* _DATASET ENTRIES_:
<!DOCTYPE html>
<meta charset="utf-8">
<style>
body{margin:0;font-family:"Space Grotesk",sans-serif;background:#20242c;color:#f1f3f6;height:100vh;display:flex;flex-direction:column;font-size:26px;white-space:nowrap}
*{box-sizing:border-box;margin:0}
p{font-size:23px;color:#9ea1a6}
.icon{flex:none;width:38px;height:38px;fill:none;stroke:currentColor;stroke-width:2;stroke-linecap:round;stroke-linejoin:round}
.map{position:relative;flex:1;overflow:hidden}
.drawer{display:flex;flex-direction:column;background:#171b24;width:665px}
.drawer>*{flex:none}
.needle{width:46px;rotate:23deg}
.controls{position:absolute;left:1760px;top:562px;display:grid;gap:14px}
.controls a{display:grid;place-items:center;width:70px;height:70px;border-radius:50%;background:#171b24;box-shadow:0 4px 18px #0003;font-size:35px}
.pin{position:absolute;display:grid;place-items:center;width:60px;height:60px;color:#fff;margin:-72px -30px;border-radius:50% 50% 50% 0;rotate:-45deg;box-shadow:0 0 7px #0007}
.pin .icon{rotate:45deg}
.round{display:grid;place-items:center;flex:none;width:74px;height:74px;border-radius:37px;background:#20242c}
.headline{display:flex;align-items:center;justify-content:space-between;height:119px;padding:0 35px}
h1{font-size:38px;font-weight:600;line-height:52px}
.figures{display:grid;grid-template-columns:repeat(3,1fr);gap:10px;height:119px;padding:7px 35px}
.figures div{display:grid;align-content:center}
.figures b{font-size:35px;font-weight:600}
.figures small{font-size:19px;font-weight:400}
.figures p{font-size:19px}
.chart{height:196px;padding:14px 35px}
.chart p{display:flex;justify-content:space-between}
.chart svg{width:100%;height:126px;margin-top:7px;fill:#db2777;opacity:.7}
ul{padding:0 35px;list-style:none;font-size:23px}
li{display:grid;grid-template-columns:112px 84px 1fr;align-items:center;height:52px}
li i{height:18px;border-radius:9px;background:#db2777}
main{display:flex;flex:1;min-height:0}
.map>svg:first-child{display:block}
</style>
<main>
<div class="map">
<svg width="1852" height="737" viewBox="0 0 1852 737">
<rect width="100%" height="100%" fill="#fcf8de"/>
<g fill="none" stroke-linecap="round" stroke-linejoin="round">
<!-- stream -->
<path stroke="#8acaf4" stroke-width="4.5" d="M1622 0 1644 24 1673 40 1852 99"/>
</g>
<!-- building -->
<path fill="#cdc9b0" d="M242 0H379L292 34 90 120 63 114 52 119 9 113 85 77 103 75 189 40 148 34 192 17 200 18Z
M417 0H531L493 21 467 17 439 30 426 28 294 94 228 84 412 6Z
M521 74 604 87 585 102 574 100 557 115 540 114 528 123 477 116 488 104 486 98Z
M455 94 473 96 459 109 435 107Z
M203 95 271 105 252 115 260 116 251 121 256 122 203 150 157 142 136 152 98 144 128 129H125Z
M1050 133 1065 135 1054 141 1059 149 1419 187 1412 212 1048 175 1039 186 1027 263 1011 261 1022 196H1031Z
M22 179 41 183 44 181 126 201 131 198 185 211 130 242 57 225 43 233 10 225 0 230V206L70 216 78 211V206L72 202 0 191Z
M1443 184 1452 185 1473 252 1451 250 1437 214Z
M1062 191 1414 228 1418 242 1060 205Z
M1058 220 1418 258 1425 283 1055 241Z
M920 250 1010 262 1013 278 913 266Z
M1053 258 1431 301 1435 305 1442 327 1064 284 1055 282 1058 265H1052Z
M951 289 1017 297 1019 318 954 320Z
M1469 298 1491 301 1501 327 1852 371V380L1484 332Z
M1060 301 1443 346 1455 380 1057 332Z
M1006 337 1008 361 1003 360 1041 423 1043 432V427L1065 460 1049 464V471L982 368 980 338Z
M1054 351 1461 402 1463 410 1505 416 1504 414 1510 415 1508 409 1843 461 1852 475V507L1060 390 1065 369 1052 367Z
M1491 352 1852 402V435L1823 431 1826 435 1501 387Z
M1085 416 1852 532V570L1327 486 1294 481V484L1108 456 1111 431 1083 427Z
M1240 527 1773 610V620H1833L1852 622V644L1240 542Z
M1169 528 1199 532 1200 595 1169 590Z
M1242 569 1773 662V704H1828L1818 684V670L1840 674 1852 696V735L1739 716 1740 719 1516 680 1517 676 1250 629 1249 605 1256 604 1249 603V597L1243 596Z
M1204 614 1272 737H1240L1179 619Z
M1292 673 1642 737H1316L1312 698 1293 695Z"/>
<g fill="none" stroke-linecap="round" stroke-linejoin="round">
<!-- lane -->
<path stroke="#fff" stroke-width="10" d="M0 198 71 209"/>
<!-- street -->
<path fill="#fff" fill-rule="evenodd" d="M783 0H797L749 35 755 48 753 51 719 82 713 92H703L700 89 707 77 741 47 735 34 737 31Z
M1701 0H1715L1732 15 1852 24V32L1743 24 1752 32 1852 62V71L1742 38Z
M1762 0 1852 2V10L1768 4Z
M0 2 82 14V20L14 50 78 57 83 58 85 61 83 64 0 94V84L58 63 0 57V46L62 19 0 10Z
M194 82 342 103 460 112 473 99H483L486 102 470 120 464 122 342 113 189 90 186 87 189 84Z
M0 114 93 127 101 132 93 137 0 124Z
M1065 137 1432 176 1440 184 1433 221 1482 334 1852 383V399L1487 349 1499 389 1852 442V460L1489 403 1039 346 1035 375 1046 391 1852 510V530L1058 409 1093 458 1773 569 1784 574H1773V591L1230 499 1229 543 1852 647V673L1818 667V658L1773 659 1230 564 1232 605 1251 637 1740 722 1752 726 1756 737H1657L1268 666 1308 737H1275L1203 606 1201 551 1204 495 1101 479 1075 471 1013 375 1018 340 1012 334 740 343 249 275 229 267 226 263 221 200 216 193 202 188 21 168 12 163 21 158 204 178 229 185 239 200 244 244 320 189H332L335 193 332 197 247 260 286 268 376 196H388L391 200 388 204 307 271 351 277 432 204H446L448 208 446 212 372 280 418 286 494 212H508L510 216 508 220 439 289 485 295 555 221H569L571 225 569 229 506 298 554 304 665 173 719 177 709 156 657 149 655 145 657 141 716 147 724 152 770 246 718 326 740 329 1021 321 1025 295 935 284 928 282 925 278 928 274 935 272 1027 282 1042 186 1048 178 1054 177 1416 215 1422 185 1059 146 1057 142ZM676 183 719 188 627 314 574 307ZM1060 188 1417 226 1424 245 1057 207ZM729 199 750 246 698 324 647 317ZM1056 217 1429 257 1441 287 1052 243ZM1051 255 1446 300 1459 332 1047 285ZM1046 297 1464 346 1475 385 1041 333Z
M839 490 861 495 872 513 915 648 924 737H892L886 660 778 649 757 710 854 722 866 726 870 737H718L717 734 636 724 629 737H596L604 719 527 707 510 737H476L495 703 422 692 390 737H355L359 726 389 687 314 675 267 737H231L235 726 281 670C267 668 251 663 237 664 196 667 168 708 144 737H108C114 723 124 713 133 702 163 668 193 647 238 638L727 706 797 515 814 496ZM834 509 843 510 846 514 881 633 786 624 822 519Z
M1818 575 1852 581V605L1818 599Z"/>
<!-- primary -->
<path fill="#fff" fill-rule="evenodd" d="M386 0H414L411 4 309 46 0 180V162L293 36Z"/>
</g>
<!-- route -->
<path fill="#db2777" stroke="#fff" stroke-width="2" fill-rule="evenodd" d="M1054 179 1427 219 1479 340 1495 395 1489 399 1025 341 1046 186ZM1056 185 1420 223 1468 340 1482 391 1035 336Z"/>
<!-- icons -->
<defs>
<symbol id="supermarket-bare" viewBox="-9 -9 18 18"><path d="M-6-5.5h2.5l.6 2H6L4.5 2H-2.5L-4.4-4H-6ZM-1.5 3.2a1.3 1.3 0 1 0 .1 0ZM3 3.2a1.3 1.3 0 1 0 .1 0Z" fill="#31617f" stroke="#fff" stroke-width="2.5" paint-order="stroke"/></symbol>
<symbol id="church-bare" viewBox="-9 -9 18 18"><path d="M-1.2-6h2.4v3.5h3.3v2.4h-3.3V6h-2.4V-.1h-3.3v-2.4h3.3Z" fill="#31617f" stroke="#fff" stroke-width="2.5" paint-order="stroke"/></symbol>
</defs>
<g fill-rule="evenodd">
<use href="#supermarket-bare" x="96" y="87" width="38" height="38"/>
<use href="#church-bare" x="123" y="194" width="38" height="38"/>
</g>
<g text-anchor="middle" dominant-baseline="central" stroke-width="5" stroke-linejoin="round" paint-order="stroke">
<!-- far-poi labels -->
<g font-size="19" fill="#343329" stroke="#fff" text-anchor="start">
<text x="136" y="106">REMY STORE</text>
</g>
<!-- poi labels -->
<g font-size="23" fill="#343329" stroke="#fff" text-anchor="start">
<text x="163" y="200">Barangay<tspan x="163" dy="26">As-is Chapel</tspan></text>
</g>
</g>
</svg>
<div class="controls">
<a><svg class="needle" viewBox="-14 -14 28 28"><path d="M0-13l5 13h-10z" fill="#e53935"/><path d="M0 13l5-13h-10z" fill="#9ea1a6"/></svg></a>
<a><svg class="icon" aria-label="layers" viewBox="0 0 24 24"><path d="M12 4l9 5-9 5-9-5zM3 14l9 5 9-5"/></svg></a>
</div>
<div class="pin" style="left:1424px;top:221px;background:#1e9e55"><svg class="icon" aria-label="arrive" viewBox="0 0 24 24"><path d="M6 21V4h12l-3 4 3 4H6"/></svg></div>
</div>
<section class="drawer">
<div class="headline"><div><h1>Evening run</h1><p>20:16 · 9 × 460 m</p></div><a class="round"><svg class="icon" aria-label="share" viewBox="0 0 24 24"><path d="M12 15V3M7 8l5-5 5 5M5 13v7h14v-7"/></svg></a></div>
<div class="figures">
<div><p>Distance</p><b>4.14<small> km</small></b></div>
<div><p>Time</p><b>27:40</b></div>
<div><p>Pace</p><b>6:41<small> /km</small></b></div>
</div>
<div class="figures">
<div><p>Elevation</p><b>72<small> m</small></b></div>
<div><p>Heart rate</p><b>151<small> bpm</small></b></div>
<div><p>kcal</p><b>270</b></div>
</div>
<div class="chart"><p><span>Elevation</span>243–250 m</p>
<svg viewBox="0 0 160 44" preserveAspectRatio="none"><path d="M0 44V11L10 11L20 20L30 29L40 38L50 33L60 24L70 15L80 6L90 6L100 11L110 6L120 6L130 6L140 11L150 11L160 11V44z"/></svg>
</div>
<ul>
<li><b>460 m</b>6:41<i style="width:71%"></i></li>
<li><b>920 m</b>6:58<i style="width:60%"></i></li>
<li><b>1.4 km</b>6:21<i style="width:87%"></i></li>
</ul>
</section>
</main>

* _WHAT TO PRODUCE_:
Which lines in the records above contain the string "controls"? Copy them.

* _SOLUTION TO THE EXERCISE_:
.controls{position:absolute;left:1760px;top:562px;display:grid;gap:14px}
.controls a{display:grid;place-items:center;width:70px;height:70px;border-radius:50%;background:#171b24;box-shadow:0 4px 18px #0003;font-size:35px}
<div class="controls">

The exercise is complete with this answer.